(Stored items)
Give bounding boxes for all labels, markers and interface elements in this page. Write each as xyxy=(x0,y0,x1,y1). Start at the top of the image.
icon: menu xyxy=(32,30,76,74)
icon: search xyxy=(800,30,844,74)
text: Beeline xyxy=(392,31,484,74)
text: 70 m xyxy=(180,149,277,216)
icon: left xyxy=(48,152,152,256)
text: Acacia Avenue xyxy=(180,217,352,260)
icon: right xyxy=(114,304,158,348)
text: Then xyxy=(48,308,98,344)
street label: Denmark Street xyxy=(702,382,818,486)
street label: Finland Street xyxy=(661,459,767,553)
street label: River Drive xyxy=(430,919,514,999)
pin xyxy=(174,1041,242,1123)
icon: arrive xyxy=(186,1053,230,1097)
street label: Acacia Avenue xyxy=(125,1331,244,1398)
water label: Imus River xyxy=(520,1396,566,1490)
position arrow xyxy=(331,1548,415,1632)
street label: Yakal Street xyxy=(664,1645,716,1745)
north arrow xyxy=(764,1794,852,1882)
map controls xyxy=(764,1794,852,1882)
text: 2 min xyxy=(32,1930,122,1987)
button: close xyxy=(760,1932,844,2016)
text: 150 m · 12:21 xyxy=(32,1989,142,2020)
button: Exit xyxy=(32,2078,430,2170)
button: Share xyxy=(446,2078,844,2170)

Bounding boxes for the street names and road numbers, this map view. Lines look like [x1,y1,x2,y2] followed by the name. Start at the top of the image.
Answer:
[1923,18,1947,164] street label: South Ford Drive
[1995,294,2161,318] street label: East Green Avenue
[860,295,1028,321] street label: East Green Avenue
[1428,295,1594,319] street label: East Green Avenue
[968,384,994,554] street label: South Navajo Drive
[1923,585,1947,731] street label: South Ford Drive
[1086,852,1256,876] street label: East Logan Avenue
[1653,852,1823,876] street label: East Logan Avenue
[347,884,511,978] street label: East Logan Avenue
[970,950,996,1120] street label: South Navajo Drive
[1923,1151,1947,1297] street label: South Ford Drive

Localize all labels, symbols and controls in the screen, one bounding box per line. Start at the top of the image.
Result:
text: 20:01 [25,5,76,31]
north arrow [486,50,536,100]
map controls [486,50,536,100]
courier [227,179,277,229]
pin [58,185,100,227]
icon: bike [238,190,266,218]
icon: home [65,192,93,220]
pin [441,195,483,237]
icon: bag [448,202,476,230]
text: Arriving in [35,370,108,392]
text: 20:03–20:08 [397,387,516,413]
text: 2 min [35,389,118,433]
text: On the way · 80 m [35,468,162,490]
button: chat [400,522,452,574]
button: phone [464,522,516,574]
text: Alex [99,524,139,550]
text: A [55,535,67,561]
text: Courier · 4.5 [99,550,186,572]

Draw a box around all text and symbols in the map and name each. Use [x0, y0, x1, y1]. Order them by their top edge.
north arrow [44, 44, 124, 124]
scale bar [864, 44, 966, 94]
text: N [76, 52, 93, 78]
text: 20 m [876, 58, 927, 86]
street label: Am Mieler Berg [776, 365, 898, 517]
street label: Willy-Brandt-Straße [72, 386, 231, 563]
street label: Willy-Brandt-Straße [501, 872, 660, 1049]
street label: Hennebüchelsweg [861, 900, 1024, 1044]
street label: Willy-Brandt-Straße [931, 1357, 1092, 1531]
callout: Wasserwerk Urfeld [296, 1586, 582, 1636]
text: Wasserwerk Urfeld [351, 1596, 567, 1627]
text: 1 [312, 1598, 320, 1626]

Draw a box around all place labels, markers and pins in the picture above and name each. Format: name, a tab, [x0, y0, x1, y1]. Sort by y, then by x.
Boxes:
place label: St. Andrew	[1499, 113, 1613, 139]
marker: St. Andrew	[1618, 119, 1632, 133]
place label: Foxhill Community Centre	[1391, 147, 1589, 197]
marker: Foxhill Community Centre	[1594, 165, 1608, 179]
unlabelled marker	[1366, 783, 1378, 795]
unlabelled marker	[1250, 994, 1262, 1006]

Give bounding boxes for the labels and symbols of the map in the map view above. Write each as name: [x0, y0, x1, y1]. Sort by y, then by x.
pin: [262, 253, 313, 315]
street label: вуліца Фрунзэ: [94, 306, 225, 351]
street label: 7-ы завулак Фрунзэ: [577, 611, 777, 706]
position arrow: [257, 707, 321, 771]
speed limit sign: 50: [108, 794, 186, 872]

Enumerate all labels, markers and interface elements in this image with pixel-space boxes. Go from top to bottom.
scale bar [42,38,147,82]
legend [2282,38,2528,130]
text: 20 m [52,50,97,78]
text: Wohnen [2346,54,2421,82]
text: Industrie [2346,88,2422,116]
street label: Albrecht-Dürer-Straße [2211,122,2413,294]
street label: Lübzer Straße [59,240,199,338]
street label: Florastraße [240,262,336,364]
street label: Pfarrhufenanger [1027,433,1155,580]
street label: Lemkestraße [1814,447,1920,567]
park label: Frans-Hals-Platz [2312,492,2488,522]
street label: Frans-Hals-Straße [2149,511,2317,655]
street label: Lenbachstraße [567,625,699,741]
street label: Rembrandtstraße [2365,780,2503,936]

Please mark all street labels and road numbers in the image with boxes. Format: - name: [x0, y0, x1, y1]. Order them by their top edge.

* **Aim of the exercise**:
So that no detail is lost, give every line of the data again exactly.

* **Solved problem**:
Give bounding boxes for all labels, markers and interface elements in this page. Write each as xyxy=(x0,y0,x1,y1). Start at the top of the image.
icon: menu xyxy=(32,30,76,74)
icon: search xyxy=(800,30,844,74)
text: Beeline xyxy=(392,31,484,74)
text: 70 m xyxy=(180,149,277,216)
icon: left xyxy=(48,152,152,256)
text: Acacia Avenue xyxy=(180,217,352,260)
icon: right xyxy=(114,304,158,348)
text: Then xyxy=(48,308,98,344)
street label: Denmark Street xyxy=(702,382,818,486)
street label: Finland Street xyxy=(661,459,767,553)
street label: River Drive xyxy=(430,919,514,999)
pin xyxy=(174,1041,242,1123)
icon: arrive xyxy=(186,1053,230,1097)
street label: Acacia Avenue xyxy=(125,1331,244,1398)
water label: Imus River xyxy=(520,1396,566,1490)
position arrow xyxy=(331,1548,415,1632)
street label: Yakal Street xyxy=(664,1645,716,1745)
north arrow xyxy=(764,1794,852,1882)
map controls xyxy=(764,1794,852,1882)
text: 2 min xyxy=(32,1930,122,1987)
button: close xyxy=(760,1932,844,2016)
text: 150 m · 12:21 xyxy=(32,1989,142,2020)
button: Exit xyxy=(32,2078,430,2170)
button: Share xyxy=(446,2078,844,2170)

Bounding boxes for the street names and road numbers, this map view. Lines look like [x1,y1,x2,y2] followed by the name. Start at the top of the image.
Answer:
[1923,18,1947,164] street label: South Ford Drive
[1995,294,2161,318] street label: East Green Avenue
[860,295,1028,321] street label: East Green Avenue
[1428,295,1594,319] street label: East Green Avenue
[968,384,994,554] street label: South Navajo Drive
[1923,585,1947,731] street label: South Ford Drive
[1086,852,1256,876] street label: East Logan Avenue
[1653,852,1823,876] street label: East Logan Avenue
[347,884,511,978] street label: East Logan Avenue
[970,950,996,1120] street label: South Navajo Drive
[1923,1151,1947,1297] street label: South Ford Drive

Localize all labels, symbols and controls in the screen, one bounding box per line. Start at the top of the image.
Result:
text: 20:01 [25,5,76,31]
north arrow [486,50,536,100]
map controls [486,50,536,100]
courier [227,179,277,229]
pin [58,185,100,227]
icon: bike [238,190,266,218]
icon: home [65,192,93,220]
pin [441,195,483,237]
icon: bag [448,202,476,230]
text: Arriving in [35,370,108,392]
text: 20:03–20:08 [397,387,516,413]
text: 2 min [35,389,118,433]
text: On the way · 80 m [35,468,162,490]
button: chat [400,522,452,574]
button: phone [464,522,516,574]
text: Alex [99,524,139,550]
text: A [55,535,67,561]
text: Courier · 4.5 [99,550,186,572]

Draw a box around all text and symbols in the map and name each. Use [x0, y0, x1, y1]. Order them by their top edge.
north arrow [44, 44, 124, 124]
scale bar [864, 44, 966, 94]
text: N [76, 52, 93, 78]
text: 20 m [876, 58, 927, 86]
street label: Am Mieler Berg [776, 365, 898, 517]
street label: Willy-Brandt-Straße [72, 386, 231, 563]
street label: Willy-Brandt-Straße [501, 872, 660, 1049]
street label: Hennebüchelsweg [861, 900, 1024, 1044]
street label: Willy-Brandt-Straße [931, 1357, 1092, 1531]
callout: Wasserwerk Urfeld [296, 1586, 582, 1636]
text: Wasserwerk Urfeld [351, 1596, 567, 1627]
text: 1 [312, 1598, 320, 1626]

Draw a box around all place labels, markers and pins in the picture above and name each. Format: name, a tab, [x0, y0, x1, y1]. Sort by y, then by x.
Boxes:
place label: St. Andrew	[1499, 113, 1613, 139]
marker: St. Andrew	[1618, 119, 1632, 133]
place label: Foxhill Community Centre	[1391, 147, 1589, 197]
marker: Foxhill Community Centre	[1594, 165, 1608, 179]
unlabelled marker	[1366, 783, 1378, 795]
unlabelled marker	[1250, 994, 1262, 1006]

Give bounding boxes for the labels and symbols of the map in the map view above. Write each as name: [x0, y0, x1, y1]. Sort by y, then by x.
pin: [262, 253, 313, 315]
street label: вуліца Фрунзэ: [94, 306, 225, 351]
street label: 7-ы завулак Фрунзэ: [577, 611, 777, 706]
position arrow: [257, 707, 321, 771]
speed limit sign: 50: [108, 794, 186, 872]

Enumerate all labels, markers and interface elements in this image with pixel-space boxes. Go from top to bottom.
scale bar [42,38,147,82]
legend [2282,38,2528,130]
text: 20 m [52,50,97,78]
text: Wohnen [2346,54,2421,82]
text: Industrie [2346,88,2422,116]
street label: Albrecht-Dürer-Straße [2211,122,2413,294]
street label: Lübzer Straße [59,240,199,338]
street label: Florastraße [240,262,336,364]
street label: Pfarrhufenanger [1027,433,1155,580]
street label: Lemkestraße [1814,447,1920,567]
park label: Frans-Hals-Platz [2312,492,2488,522]
street label: Frans-Hals-Straße [2149,511,2317,655]
street label: Lenbachstraße [567,625,699,741]
street label: Rembrandtstraße [2365,780,2503,936]

Please mark all street labels and road numbers in the image with boxes. Format: - name: [x0, y0, x1, y1]. Order them by their top edge.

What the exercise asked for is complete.